Tesla Inc. (NASDAQ: TSLA) was expected to see the first Model 3 roll off its California assembly line on Friday. That could be a watershed date for the company and for the auto industry in general.
The Model 3, with a base price of $35,000, is the first Tesla car priced for the mass market, and one analyst likens the rollout to the launch of Apple’s iPhone, “which proved to be the catalyst for the shift to mobile computing.”
Those are Gene Munster’s words. Munster, of Loup Ventures, is a widely respected Apple analyst, and he and his team believe that the Model 3 drives the addressable market for electric vehicles in North America to a potential annual sales volume of 11 million.
According to Munster:
If Tesla captures 25% of this 11 million vehicle addressable market by 2025, Tesla would generate $105 billion in annual revenue from the Model 3. It will likely take a few years for Tesla to ramp production; we see 2019 as the first year the company will tap into this broader market. Using the Street’s $20 billion revenue estimate as a starting point in 2018, and growing that to $105 billion in 2025 (from the Model 3 only) implies a 27% average annual growth rate for revenue from 2018-2025.
Tesla expects to ramp production to 500,000 vehicles by the end of next year, but investors have had a hard time buying that, especially given that the company reported deliveries of just 47,100 vehicles for the first half of this year, the low end of its goal for deliveries of 47,000 to 50,000. The share price dropped more than 18% last week as a result.
Munster and his team also ran an analysis on the cost of ownership for a Model 3 compared with the popular Toyota Camry. Even though the base price of a Model 3 is 42% higher than the base price of a Camry, the annual cost of ownership over a five-year ownership period reduces that difference to just 13%. Munster writes:
As more Teslas find their way onto the road, the general public will become increasingly aware of the benefits of Tesla ownership and likely view the 13% total cost of ownership difference as insignificant. We expect this “see it and want it” phenomenon to cause an acceleration in Model 3 demand in 3-5 years.
Munster estimates that Tesla has more than 500,000 orders for the Model 3, even though the company has been under-selling preorders given the long lead times: an order placed today for the Model 3 won’t be filled until January 2019.

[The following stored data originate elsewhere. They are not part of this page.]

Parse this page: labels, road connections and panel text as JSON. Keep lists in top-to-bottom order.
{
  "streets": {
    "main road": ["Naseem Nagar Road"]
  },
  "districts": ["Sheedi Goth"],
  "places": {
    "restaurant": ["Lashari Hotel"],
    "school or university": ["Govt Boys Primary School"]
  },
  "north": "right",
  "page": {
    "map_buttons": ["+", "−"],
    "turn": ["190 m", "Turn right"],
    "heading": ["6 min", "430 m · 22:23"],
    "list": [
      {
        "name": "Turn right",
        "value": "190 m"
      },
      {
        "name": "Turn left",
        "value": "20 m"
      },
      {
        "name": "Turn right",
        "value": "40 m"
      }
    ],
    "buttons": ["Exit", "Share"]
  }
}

Investors are worried that the company has “a decade of profitless prosperity ahead of it,” a reasonable concern given that street estimates put operating margins at around 1% over the next few years. Munster and his team believe operating margins could approach 15% over the longer term. Investors “love the product, don’t like the stock.”
We covered a report issued last week by Bloomberg New Energy Finance projecting that electric vehicles will account for 54% of worldwide new car sales by 2040, up from about 1% last year. As the widely recognized first mover in that space, Tesla is better positioned than any of the big automakers to dominate the market.
That domination could strengthen if Tesla can deliver a fully autonomous vehicle by its target date of the end of 2019. Tesla is likely to be first past the post here as well, according to Munster:
Tesla is solving the AI [artificial intelligence] challenge with a bottoms-up approach. Teslas that are on the road today using Autopilot are gathering data that’s being fed into Tesla’s autonomy AI. In about 2 years the company expects to have enough AI learning to turn on full autonomy at no additional cost. In other words, for every mile a Tesla drives today, traditional auto manufacturers fall a mile further behind.
Will investors continue to be patient with the company’s stock? Can Tesla reach its ambitious production goals? Can a fully autonomous vehicle be developed in just over two years? Big questions, big risks, big rewards.